Un ambassadeur représente la France dans les relations internationales. Il engage la parole de la France. Il parle en son nom. De même un avocat parle au nom de son client. C’est dans le Parlement que les représentants du peuple par échange d’argumentations expriment la volonté générale de celui-ci.
Le Président de la république, autrefois le Roi, incarne le Souverain.
Pour quoi faire ?
Pour le peuple : il s’agit de décider ce qui est bien pour lui, son intérêt général.
La Représentation nationale décide à la majorité. Elle est élue elle-même à la majorité ou à la proportionnelle, dans des combinaisons de ces modes de scrutin.
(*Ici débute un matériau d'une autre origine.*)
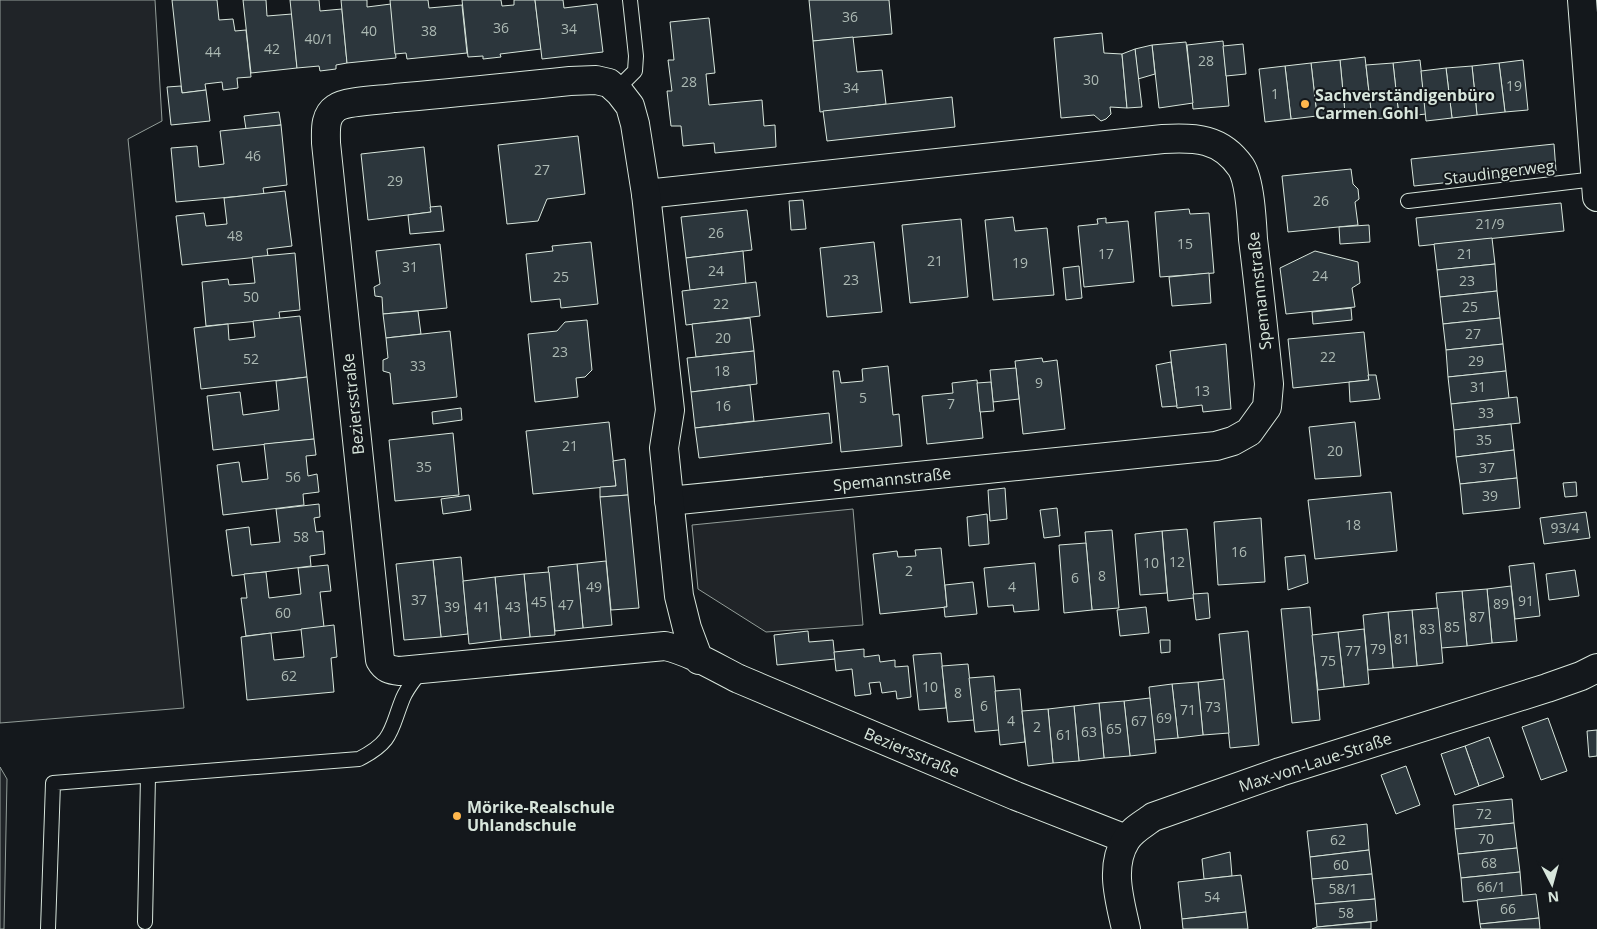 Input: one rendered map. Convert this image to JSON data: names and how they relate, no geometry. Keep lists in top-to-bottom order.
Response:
{
  "streets": {
    "street": ["Spemannstraße", "Beziersstraße", "Max-von-Laue-Straße"],
    "lane": ["Staudingerweg"]
  },
  "crossings": [
    ["Spemannstraße", "Beziersstraße"],
    ["Beziersstraße", "Max-von-Laue-Straße"]
  ],
  "places": ["Sachverständigenbüro Carmen Gohl", "Mörike-Realschule Uhlandschule"],
  "house_numbers": [
    "36",
    "36",
    "34",
    "40",
    "38",
    "40/1",
    "42",
    "44",
    "28",
    "30",
    "28",
    "19",
    "34",
    "1",
    "46",
    "27",
    "29",
    "26",
    "21/9",
    "26",
    "48",
    "15",
    "17",
    "21",
    "21",
    "19",
    "31",
    "24",
    "24",
    "25",
    "23",
    "23",
    "50",
    "22",
    "25",
    "27",
    "20",
    "23",
    "22",
    "52",
    "29",
    "33",
    "18",
    "9",
    "31",
    "13",
    "5",
    "7",
    "16",
    "33",
    "35",
    "21",
    "20",
    "35",
    "37",
    "56",
    "39",
    "18",
    "93/4",
    "58",
    "16",
    "12",
    "10",
    "2",
    "8",
    "6",
    "49",
    "4",
    "37",
    "91",
    "45",
    "89",
    "47",
    "39",
    "41",
    "43",
    "60",
    "87",
    "85",
    "83",
    "81",
    "79",
    "77",
    "75",
    "62",
    "10",
    "8",
    "6",
    "73",
    "71",
    "69",
    "4",
    "67",
    "2",
    "65",
    "63",
    "61",
    "72",
    "70",
    "62",
    "68",
    "60",
    "66/1",
    "58/1",
    "54",
    "66",
    "58"
  ],
  "north": "bottom"
} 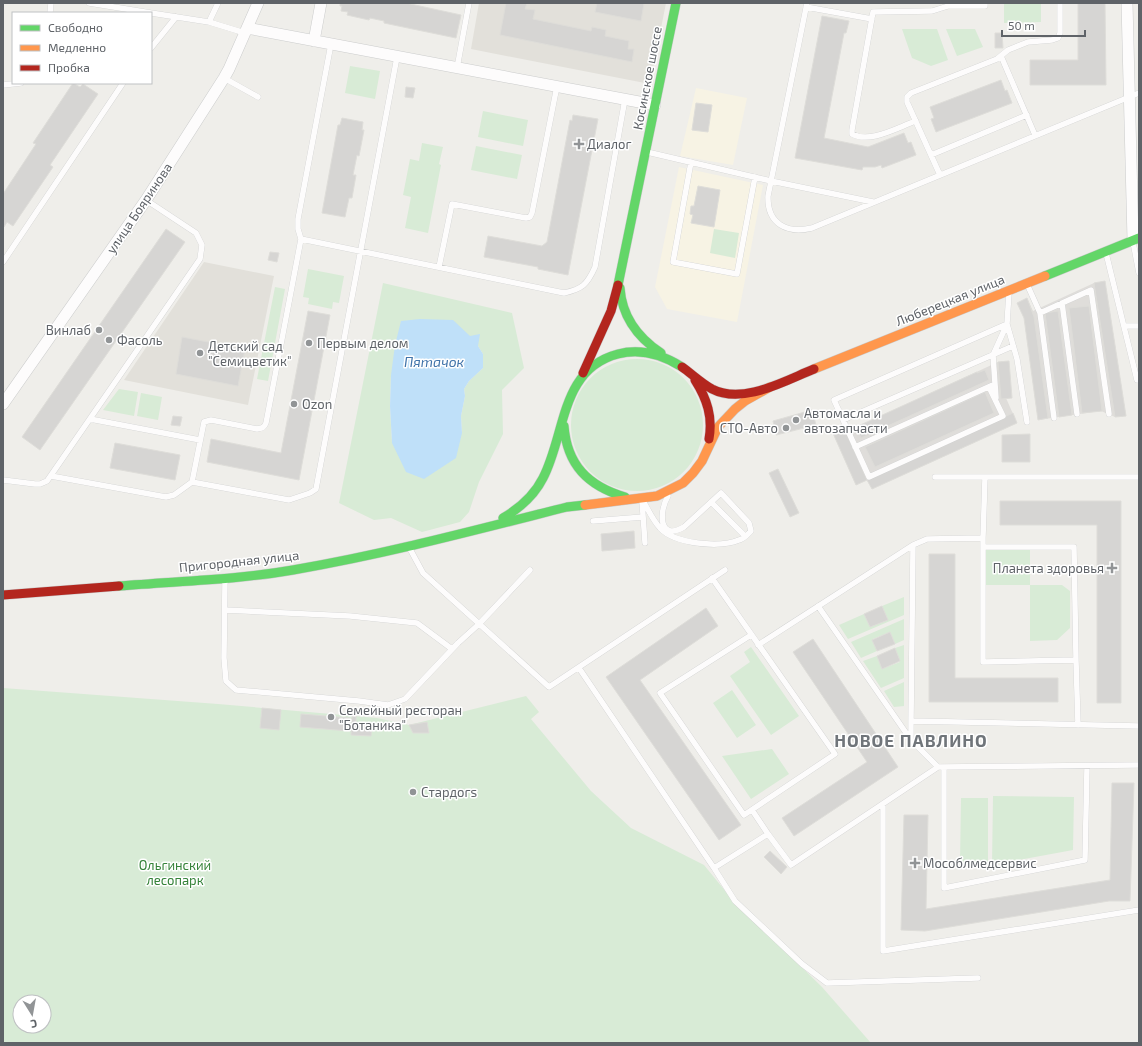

Le Souverain décide de l’état d’exception. Il décide qui est ennemi (déclaration de guerre) et qui est l’adversaire dans la compétition électorale (partie, candidat etc.). L’ennemi on le tue. L’adversaire on argumente.
Par qui ?
Par le peuple : cela suppose l’égalité de tous devant la possibilité d’accéder au pouvoir. C’est l’égalité positive. Il y a également une égalité négative : il faut éliminer le spectre de la monarchie et de la tyrannie. D’où la théorie de Montesquieu de la séparation des pouvoirs afin que chaque pouvoir contrebalance l’autre.
Plan :
Athènes. Platon et Aristote. La peinture et le théâtre.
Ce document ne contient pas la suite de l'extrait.